"Floating point exception" in test cases

Open forum for general discussions relating to PLASMA.

Re: "Floating point exception" in test cases

Postby mateo70 » Tue Sep 10, 2013 5:35 am

Hello Jim,
Sorry for the long delay, prep for teachings took me some time during last weeks.
Could you please try the following patch to replace the environment variable. (PLASMA_NUM_THREADS_NUMA will still overwrite the automatic detection through HwLoc if required)
Thank you,

Code: Select all
Index: control/plasmaos-hwloc.c
===================================================================
--- control/plasmaos-hwloc.c   (révision 3607)
+++ control/plasmaos-hwloc.c   (copie de travail)
@@ -24,6 +24,7 @@
 #include <hwloc.h>
 
 static hwloc_topology_t plasma_topology = NULL; /* Topology object */
+static hwloc_topology_t plasma_full_topology = NULL; /* Topology object of the whole machine */
 static volatile int     plasma_nbr = 0;
 
 void plasma_topology_init(){
@@ -57,6 +58,11 @@
         hwloc_topology_destroy(plasma_topology);
 
         topo_initialized = 0;
+
+        if (plasma_full_topology != NULL) {
+            /* Destroy tpology */
+            hwloc_topology_destroy(plasma_full_topology);
+        }
     }
     pthread_mutex_unlock(&mutextopo);
 }
@@ -175,7 +181,21 @@
     hwloc_obj_t      obj;
     int thrdnbr = 1;
 
-    obj = hwloc_get_obj_by_type(plasma_topology, HWLOC_OBJ_NODE, 0);
+    if (plasma_full_topology == NULL) {
+
+        /* Allocate and initialize topology object.  */
+        hwloc_topology_init(&plasma_full_topology);
+
+        /* Set flag for the whole system */
+        hwloc_topology_set_flags(plasma_full_topology, HWLOC_TOPOLOGY_FLAG_WHOLE_SYSTEM);
+
+        /* Perform the topology detection.  */
+        hwloc_topology_load(plasma_full_topology);
+
+        /* Get the number of cores (We don't want to use HyperThreading */
+        sys_corenbr = hwloc_get_nbobjs_by_type(plasma_full_topology, HWLOC_OBJ_CORE);
+    }
+    obj = hwloc_get_obj_by_type(plasma_full_topology, HWLOC_OBJ_NODE, 0);
 
     /* Get a copy of its cpuset that we may modify.  */
     if (obj != NULL) {
mateo70
 
Posts: 98
Joined: Fri May 07, 2010 3:48 pm

Re: "Floating point exception" in test cases

Postby jimy_b » Tue Sep 10, 2013 11:18 am

Thanks for the patch.
I implemented it and recompiled.

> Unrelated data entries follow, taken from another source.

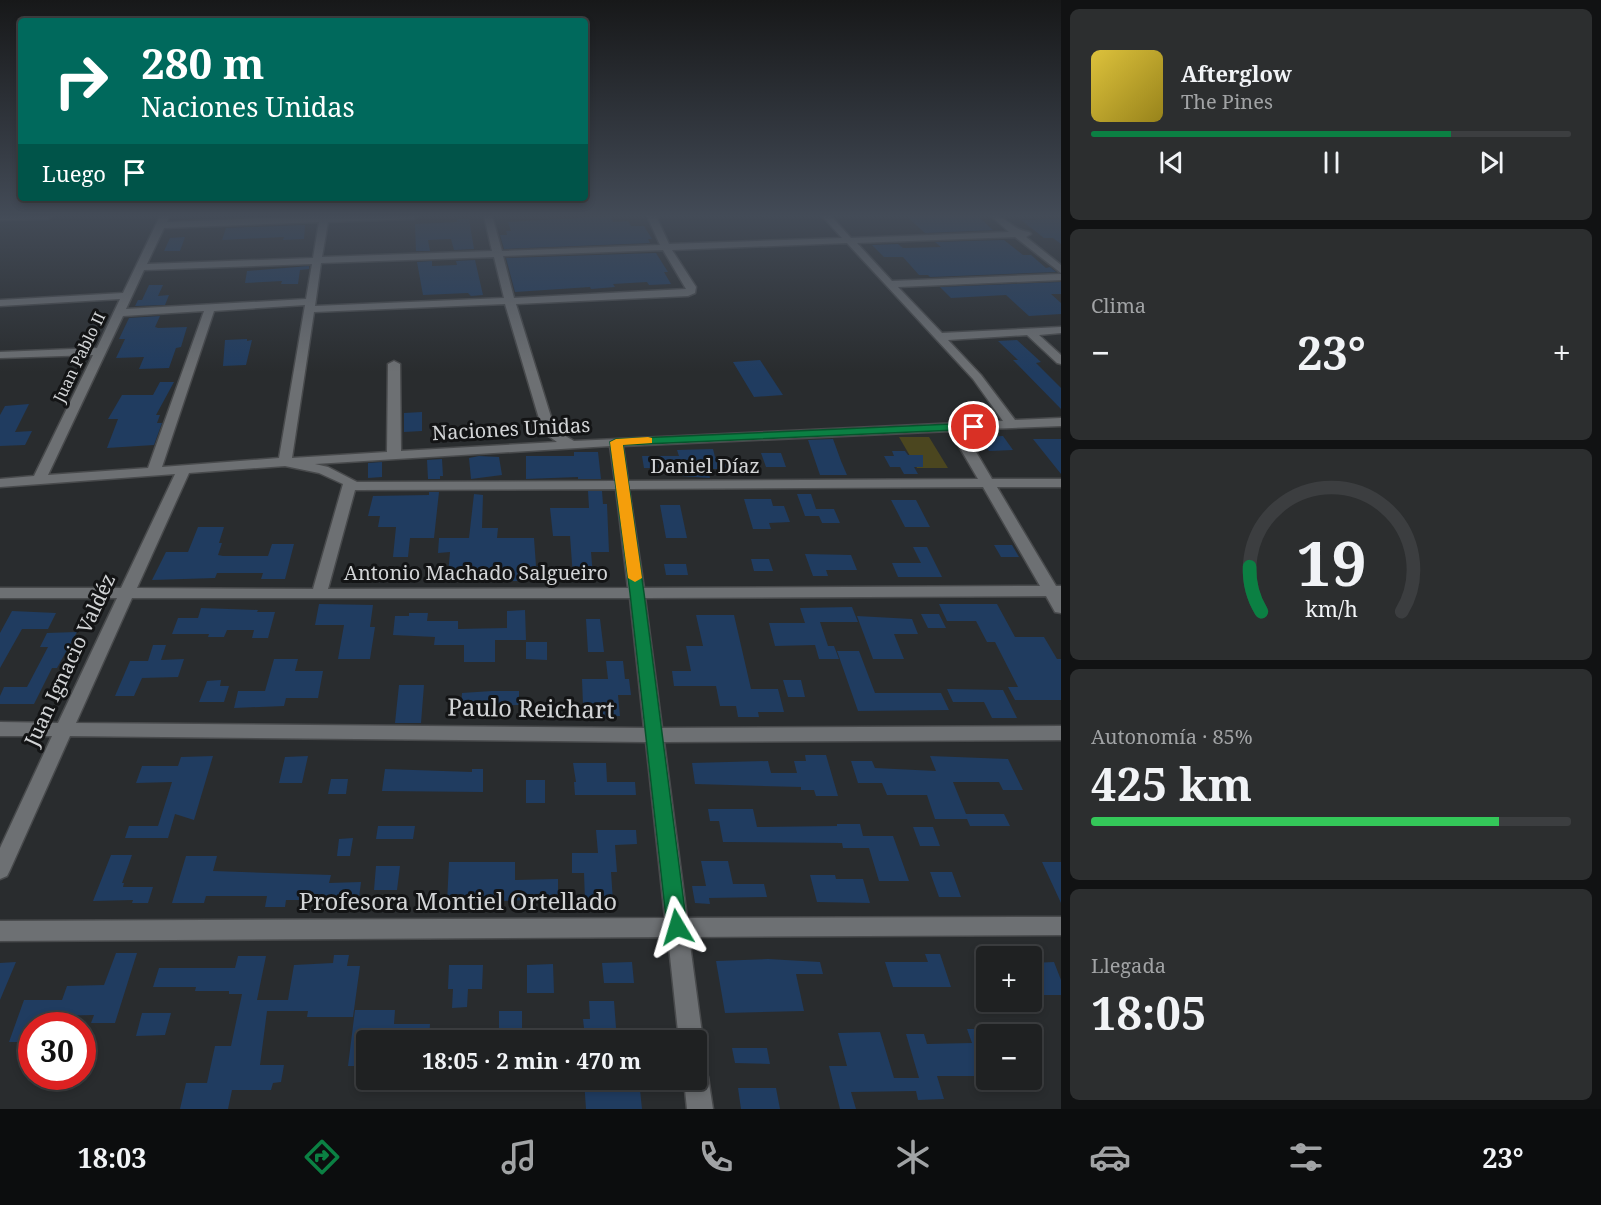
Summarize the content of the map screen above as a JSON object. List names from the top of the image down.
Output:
{
  "streets": {
    "street": [
      "Juan Pablo II",
      "Naciones Unidas",
      "Daniel Díaz",
      "Antonio Machado Salgueiro",
      "Juan Ignacio Valdéz",
      "Paulo Reichart",
      "Profesora Montiel Ortellado"
    ]
  },
  "crossings": [
    ["Juan Pablo II", "Naciones Unidas"],
    ["Naciones Unidas", "Juan Ignacio Valdéz"],
    ["Antonio Machado Salgueiro", "Juan Ignacio Valdéz"],
    ["Juan Ignacio Valdéz", "Paulo Reichart"]
  ],
  "page": {
    "turn": ["280 m", "Naciones Unidas"],
    "song": ["Afterglow", "The Pines"],
    "then": "Luego",
    "tile": [
      "Clima",
      ["Autonomía · 85%", "425 km"],
      ["Llegada", "18:05"]
    ],
    "heat": ["−", "23°", "+"],
    "map_buttons": ["+", "−"],
    "limit": "30",
    "trip": "18:05 · 2 min · 470 m",
    "tabs": ["18:03", "23°"],
    "gauge": ["19", "km/h"]
  }
}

However it still crashes at the same place without the env var due to plasma->group_size==0.

Code: Select all
obj = hwloc_get_obj_by_type(plasma_full_topology, HWLOC_OBJ_NODE, 0);


This line still queries the zeroth node like before. I will query the OpenMPI people about this.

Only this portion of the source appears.